2009 State of the World: Into a Warming World
Reviewed by Nancy Griffin

This book begins with a timeline from 2007 through 2008 that traces natural and man-made environmental disasters, chronicles changes in oceans and the efforts to protect endangered species, while illustrating the connection between earth’s inhabitants and the changes that affect them.

The 2009 State of the World by the Worldwatch Institute is a collaborative work, the 26th consecutive book in a series by the organization, building on and crediting the groundbreaking climate change work by Goddard Institute scientist James Hansen more than 20 years ago.

With dozens of contributors from around the globe, the book covers everything from the role of cities in climate change, through India’s fledgling efforts to stem the progress of climate change and building resistance to drought in Sudan.

“The science of climate change has come a long way” say the three project directors - Robert Engelman, Janet L. Sawin and Michael Renner - at the book’s start.

“This volume offers a range of informed perspectives on pathways for adapting to a warming world while avoiding catastrophic consequences,” they add. “The politics is still lagging behind, but the urgency of constructive climate action is now clearer than ever.”

From farming to the security challenges climate change will present as populations grow hungrier and poorer, the data in the book is diverse, but most of the authors point out the worldwide connections.

Despite the book’s far-flung perspectives, it provides useful information for everyone concerned about the effects of global warming.

Thomas Lovejoy, president of the H. John Heinz III Center for Science, Economics and the Environment in Washington, D.C., writes a chapter on Climate Change’s Pressures on Biodiversity. He shows changes in the behavior of species, for example, eel grass and the yearly northward movement of its southern limit in Chesapeake Bay.

“An even more devastating system change is already taking place: the acidification of the ocean” due to concentrations of carbon dioxide, writes Lovejoy. It “is a matter of great consequence because tens of thousands of marine species build shells and skeletons from calcium carbonate.”

These species need an “equilibrium... The colder and more acid the water is, the harder it is for organisms to mobilize calcium carbonate,” including coral and giant clams.

Lovejoy and other authors, despite documenting negative effects on the world and its people, also offer hope for progress, mitigation and adaptation, if not total respite.

For instance: “Natural connections urgently need to be reestablished in landscapes to facilitate the dispersal of individual species as they follow the conditions they need to survive,” writes Lovejoy. “... the opposite of the current situation of patches of nature in human-dominated landscapes.”

Minimize stresses on ecosystems to avoid reinforcing warming changes, he adds, “by reducing siltation, for instance, on coral reefs.”

To lower stresses, Lovejoy recommends reducing areas of concern to smaller, manageable sizes because adaptive measures “are hard to design using the extremely coarse scale of global climate models.”

He suggests “downscaling,” working cheaper and faster by using laptops instead of supercomputers, saying, “Managers need a much more precise idea of what kind of change is likely to take place within a square kilometer and over the next few years.”

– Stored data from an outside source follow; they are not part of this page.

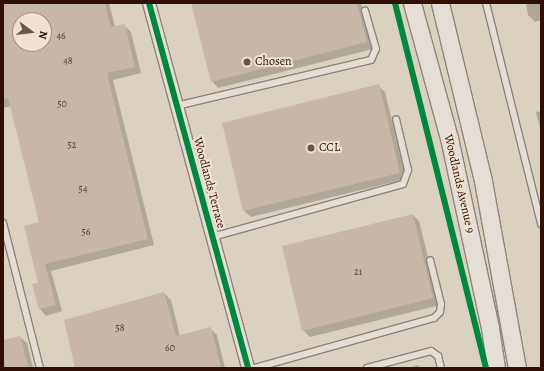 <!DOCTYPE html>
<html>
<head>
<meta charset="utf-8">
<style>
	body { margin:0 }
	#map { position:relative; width:544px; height:371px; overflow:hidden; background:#dbd1c1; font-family:Alegreya,serif }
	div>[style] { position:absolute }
	.shadow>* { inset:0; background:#0003 }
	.building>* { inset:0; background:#c6b7a8 }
	.roads { filter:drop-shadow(1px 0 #8e8479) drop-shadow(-1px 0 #8e8479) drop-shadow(0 1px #8e8479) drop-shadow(0 -1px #8e8479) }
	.service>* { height:6px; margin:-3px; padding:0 3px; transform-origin:3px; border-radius:3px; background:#e4ded6 }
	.minor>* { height:12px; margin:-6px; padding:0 6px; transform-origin:6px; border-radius:6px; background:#e4ded6 }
	.secondary>* { height:17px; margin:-8.5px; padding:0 8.5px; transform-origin:8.5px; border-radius:8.5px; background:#e4ded6 }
	.cycleway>* { height:6px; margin:-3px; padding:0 3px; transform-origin:3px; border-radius:3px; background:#00873e }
	.dots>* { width:11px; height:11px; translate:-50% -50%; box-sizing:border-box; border:2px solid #efe2d0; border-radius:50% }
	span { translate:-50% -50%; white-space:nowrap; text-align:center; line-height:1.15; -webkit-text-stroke:4px #efe2d0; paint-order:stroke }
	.number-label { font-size:10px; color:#573c2d }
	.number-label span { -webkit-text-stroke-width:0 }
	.poi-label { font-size:12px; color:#301002 }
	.left { translate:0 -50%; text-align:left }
	.street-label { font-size:12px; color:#301002 }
	.frame { position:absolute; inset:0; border:4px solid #301002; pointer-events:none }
	.north { position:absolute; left:12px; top:12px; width:40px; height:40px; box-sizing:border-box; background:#efe2d0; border:1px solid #a38e7e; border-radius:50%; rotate:105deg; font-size:11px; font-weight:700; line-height:16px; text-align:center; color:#301002 }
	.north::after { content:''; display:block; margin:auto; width:14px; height:18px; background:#6c5445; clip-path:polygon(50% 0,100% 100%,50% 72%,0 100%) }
</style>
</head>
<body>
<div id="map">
	<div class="shadow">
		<i style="clip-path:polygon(evenodd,3px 3px,109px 3px,115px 27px,124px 25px,131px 32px,141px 73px,113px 80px,154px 245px,51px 271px,62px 311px,46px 316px,40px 309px,33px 285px,39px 284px,40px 223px,11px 106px,3px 108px,3px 3px,20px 20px,44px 20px,44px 44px,20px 44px,20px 20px)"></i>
		<i style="clip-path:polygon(192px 3px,361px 3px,373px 49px,218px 88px,212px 81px)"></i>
		<i style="clip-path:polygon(526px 3px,541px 3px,541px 20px,535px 22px,528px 15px)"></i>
		<i style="clip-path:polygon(378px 86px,385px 92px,406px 179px,251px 217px,244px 211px)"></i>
		<i style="clip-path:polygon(541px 111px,541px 132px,536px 112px)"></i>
		<i style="clip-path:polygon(413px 215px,419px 221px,440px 305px,310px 337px,303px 330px)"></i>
		<i style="clip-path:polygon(164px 293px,171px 300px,180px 336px,210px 328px,217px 335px,225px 368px,76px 368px)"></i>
		<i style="clip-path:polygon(20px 337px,27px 343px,33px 368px,3px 368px,3px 341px)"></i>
		<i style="clip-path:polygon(418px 365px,421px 368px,408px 368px)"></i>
	</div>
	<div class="building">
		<i style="clip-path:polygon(evenodd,3px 3px,105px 3px,111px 27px,125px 24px,135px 67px,107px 73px,148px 239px,45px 264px,56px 305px,39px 309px,32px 284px,38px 283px,24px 226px,39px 222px,8px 98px,3px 100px,3px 3px,20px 20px,44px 20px,44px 44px,20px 44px,20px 20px)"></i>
		<i style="clip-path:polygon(191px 3px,357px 3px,367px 42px,211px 82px)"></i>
		<i style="clip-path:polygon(379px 84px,400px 173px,243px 211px,222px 123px)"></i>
		<i style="clip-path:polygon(413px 214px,433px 298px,302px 331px,282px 246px)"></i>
		<i style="clip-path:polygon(164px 292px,176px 336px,211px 327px,221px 368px,75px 368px,64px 320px)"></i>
		<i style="clip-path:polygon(20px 336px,29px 368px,5px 368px,3px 340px)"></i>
	</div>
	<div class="roads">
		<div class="service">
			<i style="left:486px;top:3px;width:228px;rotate:76deg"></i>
			<i style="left:176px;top:106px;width:200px;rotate:-13.3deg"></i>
			<i style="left:371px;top:60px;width:12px;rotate:-66deg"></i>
			<i style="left:376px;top:49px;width:40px;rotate:-106deg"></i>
			<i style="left:3px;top:223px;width:150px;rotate:75.7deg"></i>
			<i style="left:212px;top:237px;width:198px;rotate:-15.5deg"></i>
			<i style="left:403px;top:184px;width:15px;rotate:-70deg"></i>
			<i style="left:408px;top:170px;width:52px;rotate:-103.2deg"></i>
			<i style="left:255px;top:368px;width:186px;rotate:-15.6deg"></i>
			<i style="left:434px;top:318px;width:8px;rotate:-45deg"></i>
			<i style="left:440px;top:312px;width:8px;rotate:-83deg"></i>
			<i style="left:441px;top:304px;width:45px;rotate:-104deg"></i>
			<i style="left:367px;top:368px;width:66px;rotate:-14.9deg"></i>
			<i style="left:431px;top:351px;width:9px;rotate:36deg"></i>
			<i style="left:438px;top:356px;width:12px;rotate:76deg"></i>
		</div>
		<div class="minor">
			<i style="left:149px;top:3px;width:378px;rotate:74.8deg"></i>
		</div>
		<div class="secondary">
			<i style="left:412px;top:3px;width:140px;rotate:74.7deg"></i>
			<i style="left:449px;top:138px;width:194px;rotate:77.8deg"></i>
			<i style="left:490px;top:328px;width:40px;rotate:81.5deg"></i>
			<i style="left:440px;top:3px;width:183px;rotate:76.4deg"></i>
			<i style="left:483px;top:181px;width:190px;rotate:79.7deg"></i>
		</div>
	</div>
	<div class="cycleway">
		<i style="left:149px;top:3px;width:378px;rotate:74.8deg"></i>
		<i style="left:395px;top:3px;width:376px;rotate:76deg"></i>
	</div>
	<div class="dots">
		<i style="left:247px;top:62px;background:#6c5445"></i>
		<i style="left:311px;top:148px;background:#6c5445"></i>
	</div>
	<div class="number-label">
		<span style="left:61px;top:36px">46</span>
		<span style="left:68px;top:61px">48</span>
		<span style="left:62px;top:104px">50</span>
		<span style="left:72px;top:145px">52</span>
		<span style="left:83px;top:189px">54</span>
		<span style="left:86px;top:232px">56</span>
		<span style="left:358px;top:272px">21</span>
		<span style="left:120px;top:328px">58</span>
		<span style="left:170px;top:348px">60</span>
	</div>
	<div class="poi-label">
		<span class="left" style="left:255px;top:62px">Chosen</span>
		<span class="left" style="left:319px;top:148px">CCL</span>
	</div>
	<div class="street-label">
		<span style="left:209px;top:183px;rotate:75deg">Woodlands Terrace</span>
		<span style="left:459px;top:184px;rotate:77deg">Woodlands Avenue 9</span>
	</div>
	<div class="frame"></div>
	<div class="north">N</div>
</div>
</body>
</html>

In the first chapter, The Perfect Storm, authors Christopher Flavin and Robert Engelman identify 10 key challenges, while later in the book, author Betsy Taylor writes a chapter called “Not Too Late to Act.”

There’s optimism along with the dire news, but authors agree optimism will last only if there’s action, because urgency is needed.

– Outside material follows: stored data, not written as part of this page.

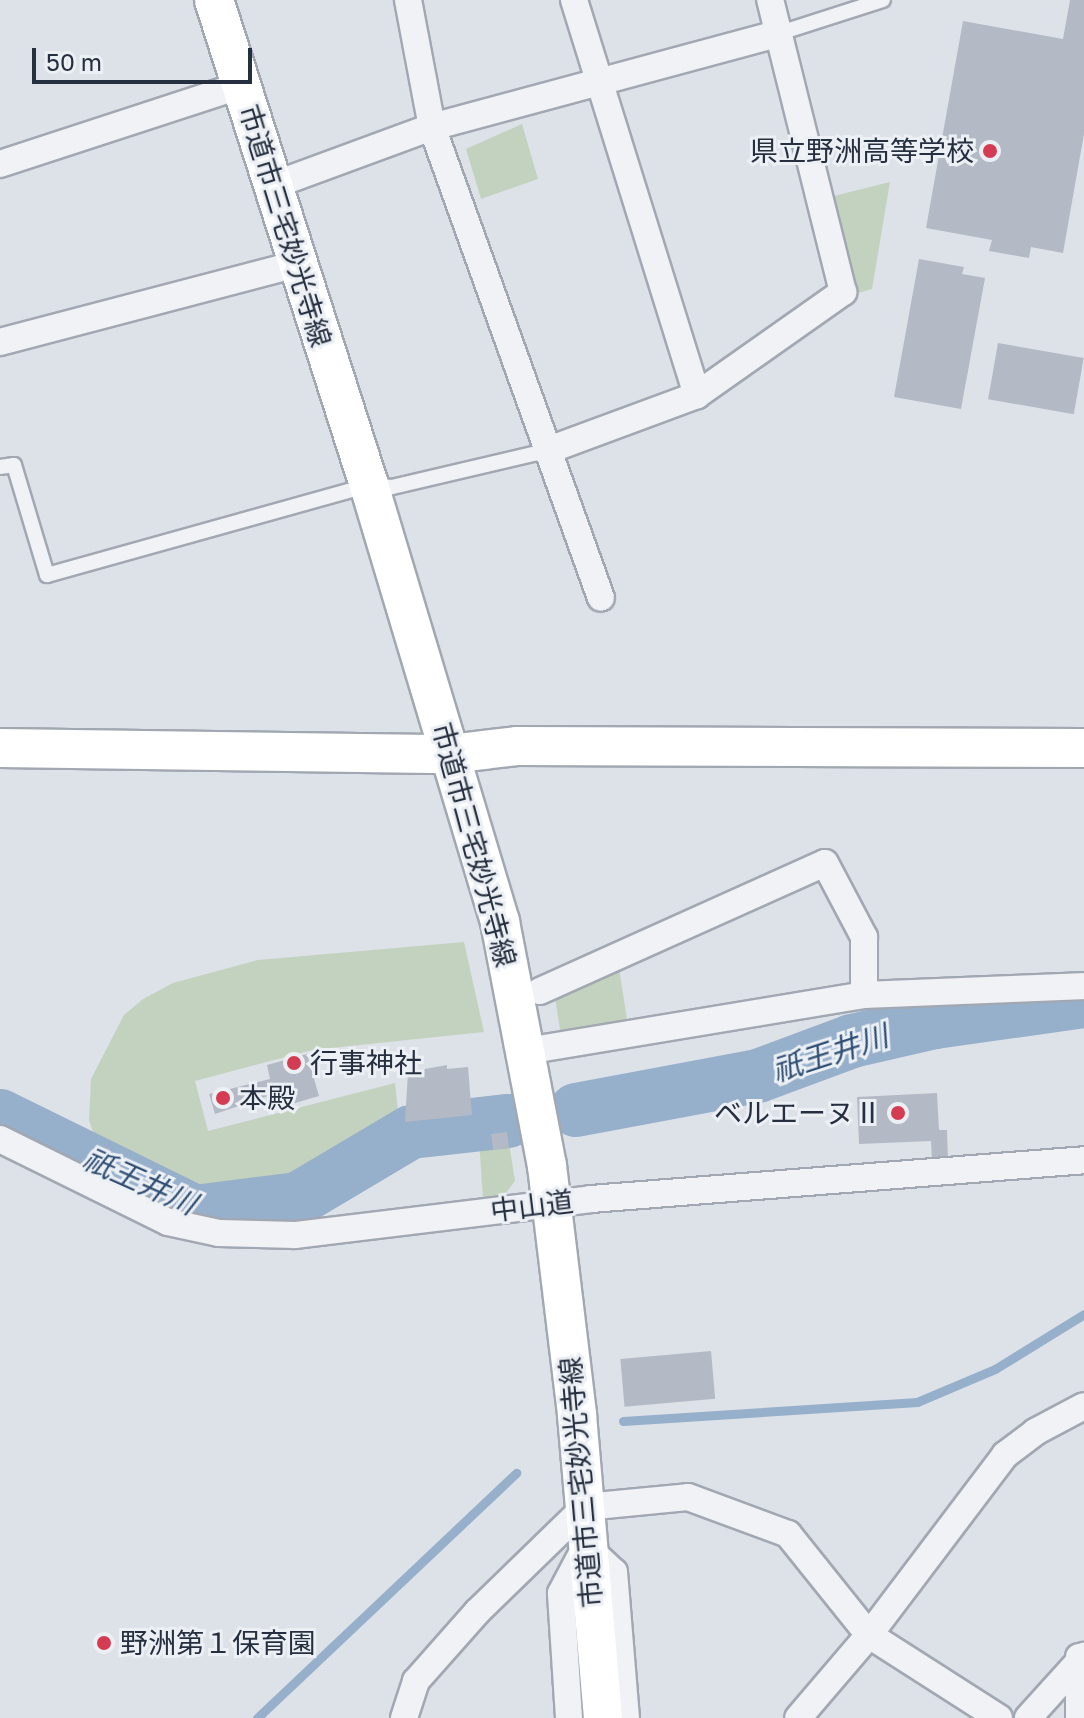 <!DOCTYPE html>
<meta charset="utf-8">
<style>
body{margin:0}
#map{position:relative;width:1084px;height:1718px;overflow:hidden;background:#dde1e8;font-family:"Golos Text","Noto Sans JP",sans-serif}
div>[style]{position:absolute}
.green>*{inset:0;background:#c3d2be}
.stream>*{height:9px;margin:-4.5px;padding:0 4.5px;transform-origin:4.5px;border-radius:4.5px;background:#96afca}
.river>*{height:54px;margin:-27px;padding:0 27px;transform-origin:27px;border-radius:27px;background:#96afca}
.building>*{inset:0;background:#b4bac5;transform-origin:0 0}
.roads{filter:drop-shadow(2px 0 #a2a8b2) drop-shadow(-2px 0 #a2a8b2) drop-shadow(0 2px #a2a8b2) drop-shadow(0 -2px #a2a8b2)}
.lane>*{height:14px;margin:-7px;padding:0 7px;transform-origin:7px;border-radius:7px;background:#f0f2f6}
.street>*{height:26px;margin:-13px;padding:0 13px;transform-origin:13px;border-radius:13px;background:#f0f2f6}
.secondary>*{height:38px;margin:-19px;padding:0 19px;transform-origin:19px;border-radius:19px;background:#fff}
.dots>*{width:22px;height:22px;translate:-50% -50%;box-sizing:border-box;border:4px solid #ecf0f5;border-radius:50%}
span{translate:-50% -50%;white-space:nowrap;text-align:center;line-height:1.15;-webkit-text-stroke:6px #ecf0f5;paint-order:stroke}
.poi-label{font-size:28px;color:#262f3f}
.right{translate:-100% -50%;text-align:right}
.left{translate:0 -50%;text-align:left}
.street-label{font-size:28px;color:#262f3f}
.water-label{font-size:30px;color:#2f4e74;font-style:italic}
.scale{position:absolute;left:32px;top:48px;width:220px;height:36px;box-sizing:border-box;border:4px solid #262f3f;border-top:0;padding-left:10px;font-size:24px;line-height:28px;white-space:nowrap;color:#262f3f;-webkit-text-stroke:6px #ecf0f5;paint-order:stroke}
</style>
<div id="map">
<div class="green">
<div style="clip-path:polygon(522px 124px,538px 179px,481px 199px,466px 149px)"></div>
<div style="clip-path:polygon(890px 182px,872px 289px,858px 293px,834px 196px)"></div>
<div style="clip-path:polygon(464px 942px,484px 1032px,312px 1050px,195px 1081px,208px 1131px,395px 1083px,400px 1129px,352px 1165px,292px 1196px,234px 1202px,191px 1200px,104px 1164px,89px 1120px,91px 1079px,124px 1015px,143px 999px,173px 983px,258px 960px)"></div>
<div style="clip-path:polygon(618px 962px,628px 1026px,561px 1035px,554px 992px)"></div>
<div style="clip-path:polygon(507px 1131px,515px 1181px,502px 1198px,483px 1199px,479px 1138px)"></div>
</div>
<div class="stream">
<div style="left:623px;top:1421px;width:295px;rotate:-3.7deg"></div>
<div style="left:917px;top:1402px;width:85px;rotate:-22.9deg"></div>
<div style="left:995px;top:1369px;width:105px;rotate:-31.7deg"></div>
<div style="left:257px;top:1718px;width:357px;rotate:-43.4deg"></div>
</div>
<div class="river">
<div style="left:576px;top:1110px;width:185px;rotate:-10.6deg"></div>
<div style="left:758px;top:1076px;width:100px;rotate:-20.4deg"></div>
<div style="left:852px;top:1041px;width:85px;rotate:-12.9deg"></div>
<div style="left:935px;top:1022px;width:150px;rotate:-8deg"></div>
<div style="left:0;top:1116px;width:217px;rotate:26.2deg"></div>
<div style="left:195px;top:1212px;width:104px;rotate:-7.2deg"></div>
<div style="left:298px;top:1199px;width:131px;rotate:-30.7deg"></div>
<div style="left:411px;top:1132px;width:98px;rotate:-6.5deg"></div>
</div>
<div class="building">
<div style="clip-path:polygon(1070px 0,1084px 0,1084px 134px,1063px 253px,1031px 247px,1029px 258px,989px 251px,992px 240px,926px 228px,963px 21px,1063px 39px)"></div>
<div style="clip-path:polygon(919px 259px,964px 267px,962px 274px,985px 278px,961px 409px,894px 397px)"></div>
<div style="left:998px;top:343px;width:87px;height:57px;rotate:10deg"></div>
<div style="clip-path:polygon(307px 1054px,319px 1096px,278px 1108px,274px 1094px,215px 1114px,209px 1094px,270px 1079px,267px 1065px)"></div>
<div style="clip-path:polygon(447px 1065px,447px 1069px,468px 1067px,472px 1115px,405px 1122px,408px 1072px)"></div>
<div style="clip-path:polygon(937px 1093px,939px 1130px,947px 1130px,948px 1159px,932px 1160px,931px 1141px,859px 1144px,857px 1097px)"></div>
<div style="left:507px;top:1132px;width:16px;height:16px;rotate:83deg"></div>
<div style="left:711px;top:1351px;width:48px;height:91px;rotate:85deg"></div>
</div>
<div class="roads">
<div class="lane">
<div style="left:780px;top:33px;width:108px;rotate:-17.8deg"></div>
<div style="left:0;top:467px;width:14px;rotate:-8deg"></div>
<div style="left:14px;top:465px;width:115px;rotate:73.3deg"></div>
<div style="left:47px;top:575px;width:334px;rotate:-15.6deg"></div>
<div style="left:369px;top:485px;width:23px;rotate:5deg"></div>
<div style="left:392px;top:487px;width:158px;rotate:-13.2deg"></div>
</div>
<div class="street">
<div style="left:408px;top:0;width:129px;rotate:79.3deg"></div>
<div style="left:432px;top:127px;width:500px;rotate:70.26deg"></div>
<div style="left:574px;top:0;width:414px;rotate:72.7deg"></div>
<div style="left:0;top:164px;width:254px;rotate:-18.1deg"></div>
<div style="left:274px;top:185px;width:168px;rotate:-20.2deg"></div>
<div style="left:432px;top:127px;width:360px;rotate:-15.1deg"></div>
<div style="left:0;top:342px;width:308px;rotate:-14.7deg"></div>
<div style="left:546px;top:451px;width:161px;rotate:-20.3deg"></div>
<div style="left:697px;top:395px;width:179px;rotate:-35.2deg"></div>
<div style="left:843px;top:292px;width:301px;rotate:-104deg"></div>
<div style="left:540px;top:991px;width:312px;rotate:-24.2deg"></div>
<div style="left:825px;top:863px;width:84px;rotate:62.2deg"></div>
<div style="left:864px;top:937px;width:58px;rotate:90deg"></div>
<div style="left:526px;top:1051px;width:343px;rotate:-9.4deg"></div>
<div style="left:864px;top:995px;width:220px;rotate:-2.3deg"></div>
<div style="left:0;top:1139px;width:187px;rotate:26.3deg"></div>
<div style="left:168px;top:1222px;width:52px;rotate:12.2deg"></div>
<div style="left:219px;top:1233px;width:76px;rotate:1.5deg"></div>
<div style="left:295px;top:1235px;width:298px;rotate:-6.9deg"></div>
<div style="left:591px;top:1199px;width:495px;rotate:-4.5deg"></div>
<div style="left:404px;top:1718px;width:39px;rotate:-72deg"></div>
<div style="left:416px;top:1681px;width:92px;rotate:-48.5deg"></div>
<div style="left:477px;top:1612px;width:151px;rotate:-44.2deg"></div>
<div style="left:585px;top:1507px;width:103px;rotate:-5.5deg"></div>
<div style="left:688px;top:1497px;width:107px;rotate:20.3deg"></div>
<div style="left:788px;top:1534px;width:129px;rotate:51.3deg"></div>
<div style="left:869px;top:1635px;width:109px;rotate:130.5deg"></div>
<div style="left:569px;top:1718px;width:125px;rotate:-93.7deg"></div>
<div style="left:561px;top:1593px;width:53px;rotate:-62deg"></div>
<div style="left:586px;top:1546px;width:38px;rotate:43deg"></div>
<div style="left:614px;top:1572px;width:146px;rotate:85.3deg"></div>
<div style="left:999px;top:1718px;width:154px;rotate:-147.4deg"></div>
<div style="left:869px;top:1635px;width:226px;rotate:-52.9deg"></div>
<div style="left:1005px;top:1455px;width:38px;rotate:-37deg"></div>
<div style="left:1035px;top:1432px;width:55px;rotate:-28deg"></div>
<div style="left:1028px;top:1718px;width:84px;rotate:-47.9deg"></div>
<div style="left:1079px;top:1718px;width:61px;rotate:-90deg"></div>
</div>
<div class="secondary">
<div style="left:214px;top:0;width:509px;rotate:72.28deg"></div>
<div style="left:369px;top:485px;width:456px;rotate:73.3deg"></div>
<div style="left:500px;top:922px;width:248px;rotate:79.1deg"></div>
<div style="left:547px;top:1166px;width:251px;rotate:83.1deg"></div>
<div style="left:577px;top:1415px;width:304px;rotate:85.1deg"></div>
<div style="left:0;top:748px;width:450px;rotate:0.8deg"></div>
<div style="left:450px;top:754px;width:67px;rotate:-6.8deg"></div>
<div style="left:517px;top:746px;width:567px;rotate:0.2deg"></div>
</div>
</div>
<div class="dots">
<div style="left:990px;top:151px;background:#d33c52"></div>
<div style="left:294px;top:1063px;background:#d33c52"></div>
<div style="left:223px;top:1098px;background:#d33c52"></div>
<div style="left:898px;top:1113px;background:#d33c52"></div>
<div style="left:104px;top:1643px;background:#d33c52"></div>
</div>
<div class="poi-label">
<span class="right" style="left:974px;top:151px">県立野洲高等学校</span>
<span class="left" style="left:310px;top:1063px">行事神社</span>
<span class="left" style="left:239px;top:1098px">本殿</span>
<span class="right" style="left:882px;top:1113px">ベルエーヌⅡ</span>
<span class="left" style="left:120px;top:1643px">野洲第１保育園</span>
</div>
<div class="street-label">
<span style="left:285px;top:226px;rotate:73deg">市道市三宅妙光寺線</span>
<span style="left:474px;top:845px;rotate:75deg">市道市三宅妙光寺線</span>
<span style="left:532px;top:1206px;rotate:-7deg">中山道</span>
<span style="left:581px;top:1482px;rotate:-95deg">市道市三宅妙光寺線</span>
</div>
<div class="water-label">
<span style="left:830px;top:1053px;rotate:-18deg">祇王井川</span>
<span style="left:140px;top:1181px;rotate:24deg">祇王井川</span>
</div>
<div class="scale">50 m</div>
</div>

“Though rarely recalled today (in the late ‘80s) the Montreal Protocol offers lessons for the climate negotiations of 2009” when the U.S. government and chemical manufacturers supported the phaseout of ozone-depleting gases.

“We cannot afford to have the Copenhagen climate conference (planned for November) fail,” write Flavin and Engelman. “The outcome of this meeting will be written in the world’s history books — and in the lasting composition of our common atmosphere.”